Его призыв был встречен свистом, криками.
– Долой!.. До-лой! – шумела толпа.
Пожилой рабочий в черном пальто, с редкими седыми кудрями, выбирающимися из-под картуза, подошел вплотную к старику, схватил за узду его коня. Он сказал негромко, а на всю площадь слышно – такая стояла тишина:
– Старый человек! Не становись жизни поперек дороги, уходи отсюда, пока цел!
В ту же минуту старичок на коне ловким, обезьяньим движением схватился за кобуру.
Старичок выстрелил в упор. Рабочий пошатнулся, но не упал. Множество рук подхватили его. Широкоплечий человек в учительской фуражке сбросил с плеч черную пелерину, и на ней, как на траурном знамени, понесли раненого.
– Мерзавцы!

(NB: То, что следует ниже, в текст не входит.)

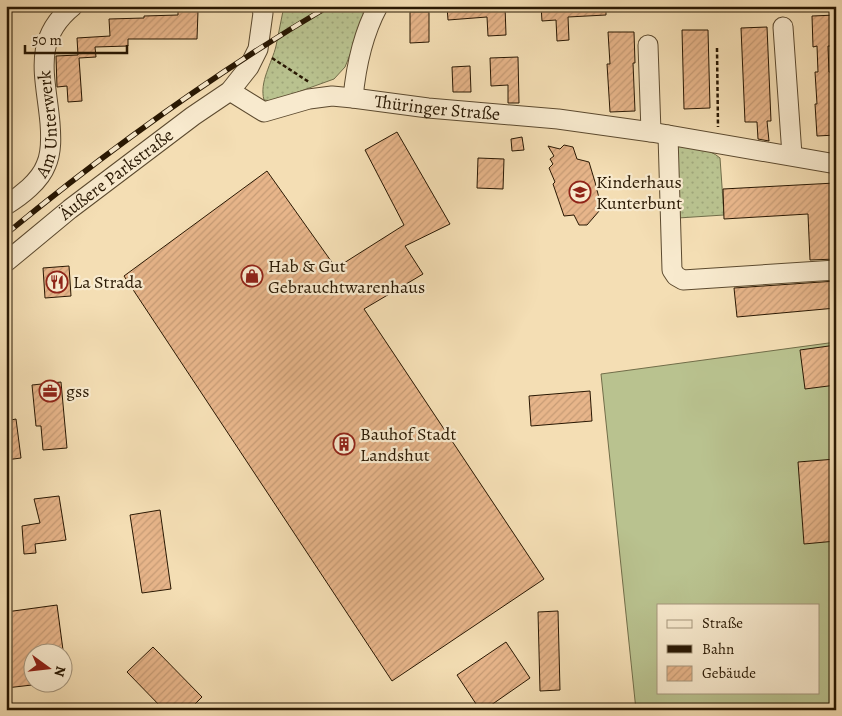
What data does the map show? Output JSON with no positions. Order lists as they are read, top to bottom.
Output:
{
  "streets": {
    "street": ["Thüringer Straße", "Am Unterwerk", "Äußere Parkstraße"]
  },
  "crossings": [
    ["Thüringer Straße", "Äußere Parkstraße"]
  ],
  "places": {
    "school or university": ["Kinderhaus Kunterbunt"],
    "shop": ["Hab & Gut Gebrauchtwarenhaus"],
    "restaurant": ["La Strada"],
    "office": ["gss"],
    "building": ["Bauhof Stadt Landshut"]
  },
  "legend": ["Straße", "Bahn", "Gebäude"],
  "scale_bar": "50 m",
  "north": "right"
}
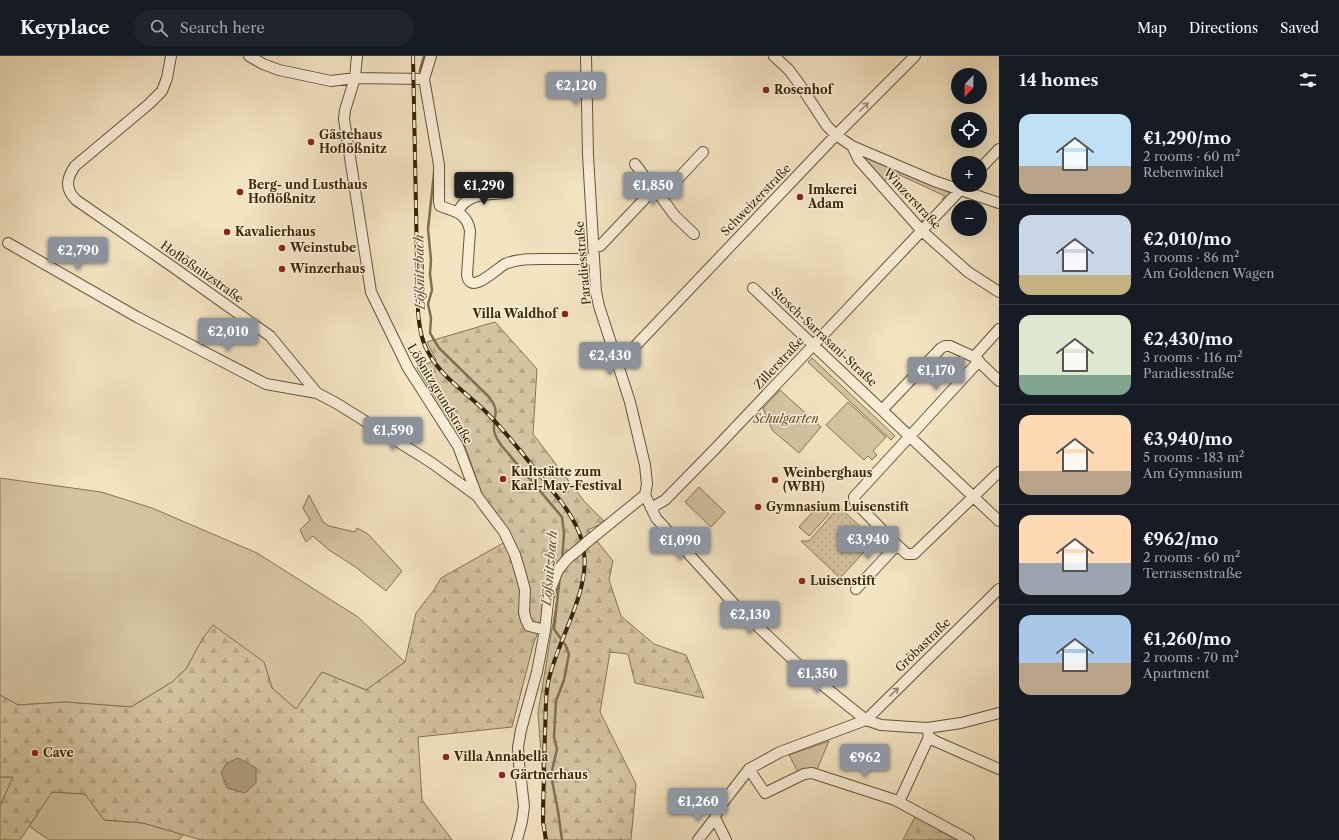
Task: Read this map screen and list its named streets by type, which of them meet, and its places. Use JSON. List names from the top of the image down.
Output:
{
  "streets": {
    "street": [
      "Winzerstraße",
      "Schweizerstraße",
      "Paradiesstraße",
      "Hoflößnitzstraße",
      "Stosch-Sarrasani-Straße",
      "Zillerstraße",
      "Lößnitzgrundstraße",
      "Gröbastraße"
    ]
  },
  "crossings": [
    ["Winzerstraße", "Zillerstraße"],
    ["Schweizerstraße", "Paradiesstraße"],
    ["Paradiesstraße", "Zillerstraße"],
    ["Paradiesstraße", "Gröbastraße"],
    ["Hoflößnitzstraße", "Lößnitzgrundstraße"],
    ["Stosch-Sarrasani-Straße", "Zillerstraße"]
  ],
  "one_way": ["Gröbastraße"],
  "water": ["Lößnitzbach"],
  "parks": ["Schulgarten"],
  "places": [
    "Rosenhof",
    "Gästehaus Hoflößnitz",
    "Berg- und Lusthaus Hoflößnitz",
    "Imkerei Adam",
    "Kavalierhaus",
    "Weinstube",
    "Winzerhaus",
    "Villa Waldhof",
    "Kultstätte zum Karl-May-Festival",
    "Weinberghaus (WBH)",
    "Gymnasium Luisenstift",
    "Luisenstift",
    "Cave",
    "Villa Annabella",
    "Gärtnerhaus"
  ],
  "north": "bottom",
  "page": {
    "header": "Keyplace",
    "search": "Search here",
    "nav": ["Map", "Directions", "Saved"],
    "heading": "14 homes",
    "map_buttons": ["+", "−"],
    "price": [
      "€2,120",
      "€1,290",
      "€1,850",
      "€2,790",
      "€2,010",
      "€2,430",
      "€1,170",
      "€1,590",
      "€3,940",
      "€1,090",
      "€2,130",
      "€1,350",
      "€962",
      "€1,260"
    ],
    "list": [
      {
        "name": "€1,290/mo",
        "note": "2 rooms · 60 m² · Rebenwinkel"
      },
      {
        "name": "€2,010/mo",
        "note": "3 rooms · 86 m² · Am Goldenen Wagen"
      },
      {
        "name": "€2,430/mo",
        "note": "3 rooms · 116 m² · Paradiesstraße"
      },
      {
        "name": "€3,940/mo",
        "note": "5 rooms · 183 m² · Am Gymnasium"
      },
      {
        "name": "€962/mo",
        "note": "2 rooms · 60 m² · Terrassenstraße"
      },
      {
        "name": "€1,260/mo",
        "note": "2 rooms · 70 m² · Apartment"
      }
    ]
  }
}
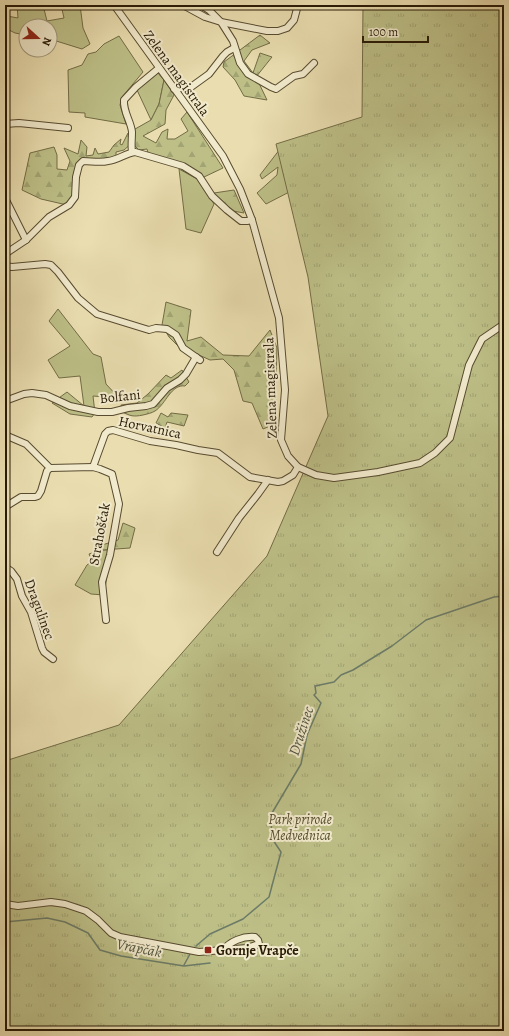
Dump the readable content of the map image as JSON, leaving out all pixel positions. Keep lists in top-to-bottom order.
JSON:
{
  "streets": {
    "street": [
      "Zelena magistrala",
      "Bolfani",
      "Horvatnica",
      "Strahoščak",
      "Dragulinec"
    ]
  },
  "crossings": [
    ["Zelena magistrala", "Horvatnica"],
    ["Horvatnica", "Strahoščak"]
  ],
  "water": ["Družinec", "Vrapčak"],
  "parks": ["Park prirode Medvednica"],
  "places": {
    "transit": ["Gornje Vrapče"]
  },
  "scale_bar": "100 m",
  "north": "right"
}
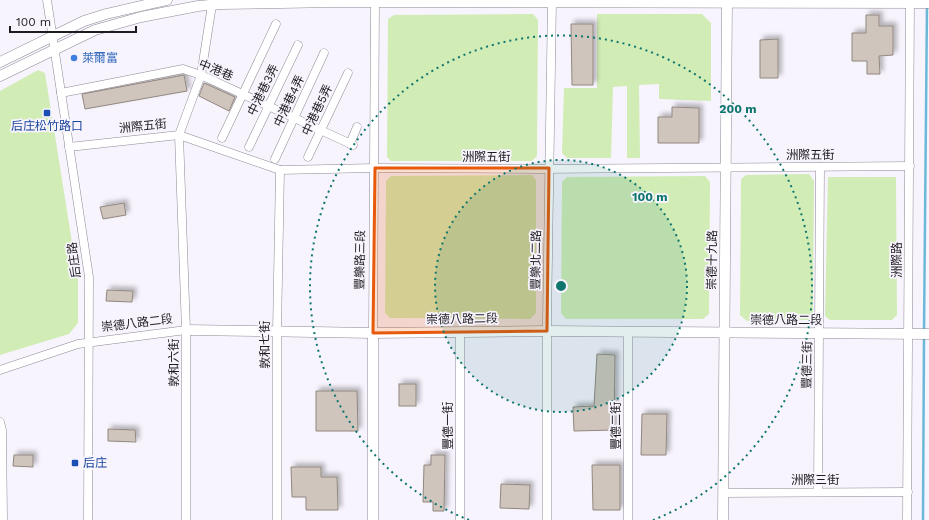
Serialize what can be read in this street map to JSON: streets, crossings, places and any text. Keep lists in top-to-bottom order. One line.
{"streets":{"street":["中港巷","中港巷3弄","中港巷4弄","中港巷5弄","洲際五街","后庄路","豐樂路三段","豐樂北二路","崇德十九路","洲際路","崇德八路二段","敦和七街","敦和六街","豐德三街","豐德一街","豐德二街","洲際三街"]},"crossings":[["中港巷","中港巷3弄"],["中港巷","中港巷4弄"],["中港巷","中港巷5弄"],["中港巷","后庄路"],["洲際五街","后庄路"],["洲際五街","豐樂路三段"],["洲際五街","豐樂北二路"],["洲際五街","崇德十九路"],["洲際五街","洲際路"],["洲際五街","敦和七街"],["洲際五街","敦和六街"],["洲際五街","豐德三街"],["后庄路","崇德八路二段"],["豐樂路三段","崇德八路二段"],["豐樂北二路","崇德八路二段"],["崇德十九路","崇德八路二段"],["崇德十九路","洲際三街"],["洲際路","崇德八路二段"],["洲際路","洲際三街"],["崇德八路二段","敦和七街"],["崇德八路二段","敦和六街"],["崇德八路二段","豐德三街"],["崇德八路二段","豐德一街"],["崇德八路二段","豐德二街"],["豐德三街","洲際三街"]],"places":{"other":["萊爾富"],"transit":["后庄松竹路口","后庄"]},"scale_bar":"100 m","rings":["200 m","100 m"]}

Подлецы! Убийцы!.. – неслось из толпы.
Толпа грозно двинулась на конников. Но те уже уносились, подымая пыль на дороге, и через минуту сами казались маленьким облачком дорожной пыли.
Теперь все взгляды обратились на казаков. Сотня отошла, развернулась…
Послышался хриплый голос подъесаула:
– Рысью! В нагайки!
Казаки не тронулись с места.
Люди на площади стояли против них в таком напряженном молчании, что слышно было, как под копытами лошадей хрустит песок.
И вдруг будто лопнула струна – такой сильный короткий и резкий стон вырвался из могучей груди толпы:
– Братцы! Вы с нами!
Вечером мятущееся пламя факелов осветило складской двор. Рабочие отбивали замки у складов оружия. Винтовки поплыли по рукам. Вооружалась рабочая дружина.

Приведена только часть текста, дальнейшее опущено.